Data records
★ ★ ★ ★ ★ ★ ★
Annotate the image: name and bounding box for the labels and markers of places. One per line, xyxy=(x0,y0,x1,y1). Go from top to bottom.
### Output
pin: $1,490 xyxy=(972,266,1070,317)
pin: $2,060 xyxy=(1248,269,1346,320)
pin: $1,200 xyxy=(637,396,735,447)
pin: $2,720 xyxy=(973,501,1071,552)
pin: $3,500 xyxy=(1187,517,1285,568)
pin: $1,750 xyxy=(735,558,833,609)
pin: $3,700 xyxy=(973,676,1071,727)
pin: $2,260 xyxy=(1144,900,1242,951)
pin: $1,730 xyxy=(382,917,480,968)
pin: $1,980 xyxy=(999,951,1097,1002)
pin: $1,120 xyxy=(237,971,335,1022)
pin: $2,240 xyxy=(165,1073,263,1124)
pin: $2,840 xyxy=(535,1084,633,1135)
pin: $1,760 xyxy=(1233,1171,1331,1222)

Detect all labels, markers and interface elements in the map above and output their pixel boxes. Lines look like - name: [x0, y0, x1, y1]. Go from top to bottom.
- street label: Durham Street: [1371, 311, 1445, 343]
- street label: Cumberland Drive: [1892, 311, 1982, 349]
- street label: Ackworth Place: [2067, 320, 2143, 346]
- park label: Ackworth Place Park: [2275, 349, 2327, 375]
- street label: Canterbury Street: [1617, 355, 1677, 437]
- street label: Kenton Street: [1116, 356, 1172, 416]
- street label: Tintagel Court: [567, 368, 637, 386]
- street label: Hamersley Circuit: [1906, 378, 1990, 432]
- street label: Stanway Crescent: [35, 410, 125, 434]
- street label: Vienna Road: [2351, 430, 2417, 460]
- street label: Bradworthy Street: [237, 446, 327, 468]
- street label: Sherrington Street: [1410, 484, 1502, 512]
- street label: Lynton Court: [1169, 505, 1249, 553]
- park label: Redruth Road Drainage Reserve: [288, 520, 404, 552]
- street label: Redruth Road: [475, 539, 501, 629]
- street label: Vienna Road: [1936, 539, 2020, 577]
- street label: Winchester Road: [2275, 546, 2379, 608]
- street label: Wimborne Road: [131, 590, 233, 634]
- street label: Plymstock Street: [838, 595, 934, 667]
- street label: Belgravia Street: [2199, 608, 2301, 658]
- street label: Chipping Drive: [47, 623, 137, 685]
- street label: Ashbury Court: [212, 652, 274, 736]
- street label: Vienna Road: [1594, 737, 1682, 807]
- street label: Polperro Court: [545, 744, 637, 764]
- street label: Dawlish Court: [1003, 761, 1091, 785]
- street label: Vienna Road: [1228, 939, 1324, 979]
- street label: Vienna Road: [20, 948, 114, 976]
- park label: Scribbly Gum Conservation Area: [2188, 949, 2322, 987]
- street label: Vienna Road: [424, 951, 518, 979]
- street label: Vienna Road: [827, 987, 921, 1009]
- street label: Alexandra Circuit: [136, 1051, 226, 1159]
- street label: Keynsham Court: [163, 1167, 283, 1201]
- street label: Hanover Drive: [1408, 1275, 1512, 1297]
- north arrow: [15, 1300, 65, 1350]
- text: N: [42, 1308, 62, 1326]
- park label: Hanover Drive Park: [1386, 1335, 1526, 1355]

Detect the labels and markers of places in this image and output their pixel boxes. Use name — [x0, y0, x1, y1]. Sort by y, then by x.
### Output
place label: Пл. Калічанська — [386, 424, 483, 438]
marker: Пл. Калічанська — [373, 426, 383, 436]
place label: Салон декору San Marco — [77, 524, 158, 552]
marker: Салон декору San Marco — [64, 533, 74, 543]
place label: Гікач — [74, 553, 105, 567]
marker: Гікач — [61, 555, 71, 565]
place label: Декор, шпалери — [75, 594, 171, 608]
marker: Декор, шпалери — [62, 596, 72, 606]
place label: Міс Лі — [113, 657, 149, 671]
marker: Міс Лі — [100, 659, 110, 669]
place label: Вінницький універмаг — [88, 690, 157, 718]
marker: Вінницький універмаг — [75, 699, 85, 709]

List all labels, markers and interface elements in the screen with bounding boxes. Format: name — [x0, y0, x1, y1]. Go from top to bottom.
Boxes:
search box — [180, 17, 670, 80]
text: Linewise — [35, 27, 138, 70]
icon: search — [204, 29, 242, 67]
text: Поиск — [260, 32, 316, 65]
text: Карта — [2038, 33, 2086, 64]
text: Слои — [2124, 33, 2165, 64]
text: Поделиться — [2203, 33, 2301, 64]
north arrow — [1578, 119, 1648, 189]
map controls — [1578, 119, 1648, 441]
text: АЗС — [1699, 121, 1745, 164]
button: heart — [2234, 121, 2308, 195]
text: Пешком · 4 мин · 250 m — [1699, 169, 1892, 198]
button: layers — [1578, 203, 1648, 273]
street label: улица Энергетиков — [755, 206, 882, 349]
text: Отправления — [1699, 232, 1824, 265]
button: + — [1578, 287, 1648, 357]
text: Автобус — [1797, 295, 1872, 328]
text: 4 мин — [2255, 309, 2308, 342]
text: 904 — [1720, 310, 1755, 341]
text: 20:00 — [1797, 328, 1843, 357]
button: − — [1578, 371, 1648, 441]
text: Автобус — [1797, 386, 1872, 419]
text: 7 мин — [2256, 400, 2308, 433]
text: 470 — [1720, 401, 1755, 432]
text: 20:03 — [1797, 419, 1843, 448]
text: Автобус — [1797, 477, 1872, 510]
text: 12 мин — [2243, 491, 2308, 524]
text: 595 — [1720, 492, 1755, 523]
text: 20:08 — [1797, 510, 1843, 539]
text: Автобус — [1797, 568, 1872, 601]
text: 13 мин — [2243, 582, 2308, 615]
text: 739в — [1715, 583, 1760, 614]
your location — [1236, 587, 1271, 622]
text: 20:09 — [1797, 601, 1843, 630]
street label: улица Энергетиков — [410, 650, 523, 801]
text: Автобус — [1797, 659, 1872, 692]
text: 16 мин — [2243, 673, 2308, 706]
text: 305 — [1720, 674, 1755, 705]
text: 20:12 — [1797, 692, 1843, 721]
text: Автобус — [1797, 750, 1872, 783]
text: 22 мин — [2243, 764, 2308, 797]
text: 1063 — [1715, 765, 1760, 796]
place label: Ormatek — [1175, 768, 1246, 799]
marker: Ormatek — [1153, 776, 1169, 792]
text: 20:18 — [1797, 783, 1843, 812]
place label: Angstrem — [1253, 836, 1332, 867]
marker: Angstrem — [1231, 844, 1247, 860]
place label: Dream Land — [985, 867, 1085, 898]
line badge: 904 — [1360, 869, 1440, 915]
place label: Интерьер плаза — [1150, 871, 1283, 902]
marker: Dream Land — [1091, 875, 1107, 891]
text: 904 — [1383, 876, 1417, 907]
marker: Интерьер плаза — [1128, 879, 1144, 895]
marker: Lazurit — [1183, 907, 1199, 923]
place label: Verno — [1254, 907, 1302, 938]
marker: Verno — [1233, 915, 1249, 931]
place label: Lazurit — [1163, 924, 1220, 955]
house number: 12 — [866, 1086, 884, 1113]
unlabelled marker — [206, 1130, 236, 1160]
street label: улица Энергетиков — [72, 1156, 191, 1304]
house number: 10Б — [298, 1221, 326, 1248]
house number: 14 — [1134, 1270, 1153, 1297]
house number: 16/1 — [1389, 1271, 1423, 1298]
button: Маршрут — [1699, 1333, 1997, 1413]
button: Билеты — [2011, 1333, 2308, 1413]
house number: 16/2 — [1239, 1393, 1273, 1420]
★ ★ ★ ★ ★ ★ ★
> **REQUIRED ACTION**: Every record above is to be written out exactly.

> **RESPONSE**:
Annotate the image: name and bounding box for the labels and markers of places. One per line, xyxy=(x0,y0,x1,y1). Go from top to bottom.
### Output
pin: $1,490 xyxy=(972,266,1070,317)
pin: $2,060 xyxy=(1248,269,1346,320)
pin: $1,200 xyxy=(637,396,735,447)
pin: $2,720 xyxy=(973,501,1071,552)
pin: $3,500 xyxy=(1187,517,1285,568)
pin: $1,750 xyxy=(735,558,833,609)
pin: $3,700 xyxy=(973,676,1071,727)
pin: $2,260 xyxy=(1144,900,1242,951)
pin: $1,730 xyxy=(382,917,480,968)
pin: $1,980 xyxy=(999,951,1097,1002)
pin: $1,120 xyxy=(237,971,335,1022)
pin: $2,240 xyxy=(165,1073,263,1124)
pin: $2,840 xyxy=(535,1084,633,1135)
pin: $1,760 xyxy=(1233,1171,1331,1222)

Detect all labels, markers and interface elements in the map above and output their pixel boxes. Lines look like - name: [x0, y0, x1, y1]. Go from top to bottom.
- street label: Durham Street: [1371, 311, 1445, 343]
- street label: Cumberland Drive: [1892, 311, 1982, 349]
- street label: Ackworth Place: [2067, 320, 2143, 346]
- park label: Ackworth Place Park: [2275, 349, 2327, 375]
- street label: Canterbury Street: [1617, 355, 1677, 437]
- street label: Kenton Street: [1116, 356, 1172, 416]
- street label: Tintagel Court: [567, 368, 637, 386]
- street label: Hamersley Circuit: [1906, 378, 1990, 432]
- street label: Stanway Crescent: [35, 410, 125, 434]
- street label: Vienna Road: [2351, 430, 2417, 460]
- street label: Bradworthy Street: [237, 446, 327, 468]
- street label: Sherrington Street: [1410, 484, 1502, 512]
- street label: Lynton Court: [1169, 505, 1249, 553]
- park label: Redruth Road Drainage Reserve: [288, 520, 404, 552]
- street label: Redruth Road: [475, 539, 501, 629]
- street label: Vienna Road: [1936, 539, 2020, 577]
- street label: Winchester Road: [2275, 546, 2379, 608]
- street label: Wimborne Road: [131, 590, 233, 634]
- street label: Plymstock Street: [838, 595, 934, 667]
- street label: Belgravia Street: [2199, 608, 2301, 658]
- street label: Chipping Drive: [47, 623, 137, 685]
- street label: Ashbury Court: [212, 652, 274, 736]
- street label: Vienna Road: [1594, 737, 1682, 807]
- street label: Polperro Court: [545, 744, 637, 764]
- street label: Dawlish Court: [1003, 761, 1091, 785]
- street label: Vienna Road: [1228, 939, 1324, 979]
- street label: Vienna Road: [20, 948, 114, 976]
- park label: Scribbly Gum Conservation Area: [2188, 949, 2322, 987]
- street label: Vienna Road: [424, 951, 518, 979]
- street label: Vienna Road: [827, 987, 921, 1009]
- street label: Alexandra Circuit: [136, 1051, 226, 1159]
- street label: Keynsham Court: [163, 1167, 283, 1201]
- street label: Hanover Drive: [1408, 1275, 1512, 1297]
- north arrow: [15, 1300, 65, 1350]
- text: N: [42, 1308, 62, 1326]
- park label: Hanover Drive Park: [1386, 1335, 1526, 1355]

Detect the labels and markers of places in this image and output their pixel boxes. Use name — [x0, y0, x1, y1]. Sort by y, then by x.
### Output
place label: Пл. Калічанська — [386, 424, 483, 438]
marker: Пл. Калічанська — [373, 426, 383, 436]
place label: Салон декору San Marco — [77, 524, 158, 552]
marker: Салон декору San Marco — [64, 533, 74, 543]
place label: Гікач — [74, 553, 105, 567]
marker: Гікач — [61, 555, 71, 565]
place label: Декор, шпалери — [75, 594, 171, 608]
marker: Декор, шпалери — [62, 596, 72, 606]
place label: Міс Лі — [113, 657, 149, 671]
marker: Міс Лі — [100, 659, 110, 669]
place label: Вінницький універмаг — [88, 690, 157, 718]
marker: Вінницький універмаг — [75, 699, 85, 709]

List all labels, markers and interface elements in the screen with bounding boxes. Format: name — [x0, y0, x1, y1]. Go from top to bottom.
Boxes:
search box — [180, 17, 670, 80]
text: Linewise — [35, 27, 138, 70]
icon: search — [204, 29, 242, 67]
text: Поиск — [260, 32, 316, 65]
text: Карта — [2038, 33, 2086, 64]
text: Слои — [2124, 33, 2165, 64]
text: Поделиться — [2203, 33, 2301, 64]
north arrow — [1578, 119, 1648, 189]
map controls — [1578, 119, 1648, 441]
text: АЗС — [1699, 121, 1745, 164]
button: heart — [2234, 121, 2308, 195]
text: Пешком · 4 мин · 250 m — [1699, 169, 1892, 198]
button: layers — [1578, 203, 1648, 273]
street label: улица Энергетиков — [755, 206, 882, 349]
text: Отправления — [1699, 232, 1824, 265]
button: + — [1578, 287, 1648, 357]
text: Автобус — [1797, 295, 1872, 328]
text: 4 мин — [2255, 309, 2308, 342]
text: 904 — [1720, 310, 1755, 341]
text: 20:00 — [1797, 328, 1843, 357]
button: − — [1578, 371, 1648, 441]
text: Автобус — [1797, 386, 1872, 419]
text: 7 мин — [2256, 400, 2308, 433]
text: 470 — [1720, 401, 1755, 432]
text: 20:03 — [1797, 419, 1843, 448]
text: Автобус — [1797, 477, 1872, 510]
text: 12 мин — [2243, 491, 2308, 524]
text: 595 — [1720, 492, 1755, 523]
text: 20:08 — [1797, 510, 1843, 539]
text: Автобус — [1797, 568, 1872, 601]
text: 13 мин — [2243, 582, 2308, 615]
text: 739в — [1715, 583, 1760, 614]
your location — [1236, 587, 1271, 622]
text: 20:09 — [1797, 601, 1843, 630]
street label: улица Энергетиков — [410, 650, 523, 801]
text: Автобус — [1797, 659, 1872, 692]
text: 16 мин — [2243, 673, 2308, 706]
text: 305 — [1720, 674, 1755, 705]
text: 20:12 — [1797, 692, 1843, 721]
text: Автобус — [1797, 750, 1872, 783]
text: 22 мин — [2243, 764, 2308, 797]
text: 1063 — [1715, 765, 1760, 796]
place label: Ormatek — [1175, 768, 1246, 799]
marker: Ormatek — [1153, 776, 1169, 792]
text: 20:18 — [1797, 783, 1843, 812]
place label: Angstrem — [1253, 836, 1332, 867]
marker: Angstrem — [1231, 844, 1247, 860]
place label: Dream Land — [985, 867, 1085, 898]
line badge: 904 — [1360, 869, 1440, 915]
place label: Интерьер плаза — [1150, 871, 1283, 902]
marker: Dream Land — [1091, 875, 1107, 891]
text: 904 — [1383, 876, 1417, 907]
marker: Интерьер плаза — [1128, 879, 1144, 895]
marker: Lazurit — [1183, 907, 1199, 923]
place label: Verno — [1254, 907, 1302, 938]
marker: Verno — [1233, 915, 1249, 931]
place label: Lazurit — [1163, 924, 1220, 955]
house number: 12 — [866, 1086, 884, 1113]
unlabelled marker — [206, 1130, 236, 1160]
street label: улица Энергетиков — [72, 1156, 191, 1304]
house number: 10Б — [298, 1221, 326, 1248]
house number: 14 — [1134, 1270, 1153, 1297]
house number: 16/1 — [1389, 1271, 1423, 1298]
button: Маршрут — [1699, 1333, 1997, 1413]
button: Билеты — [2011, 1333, 2308, 1413]
house number: 16/2 — [1239, 1393, 1273, 1420]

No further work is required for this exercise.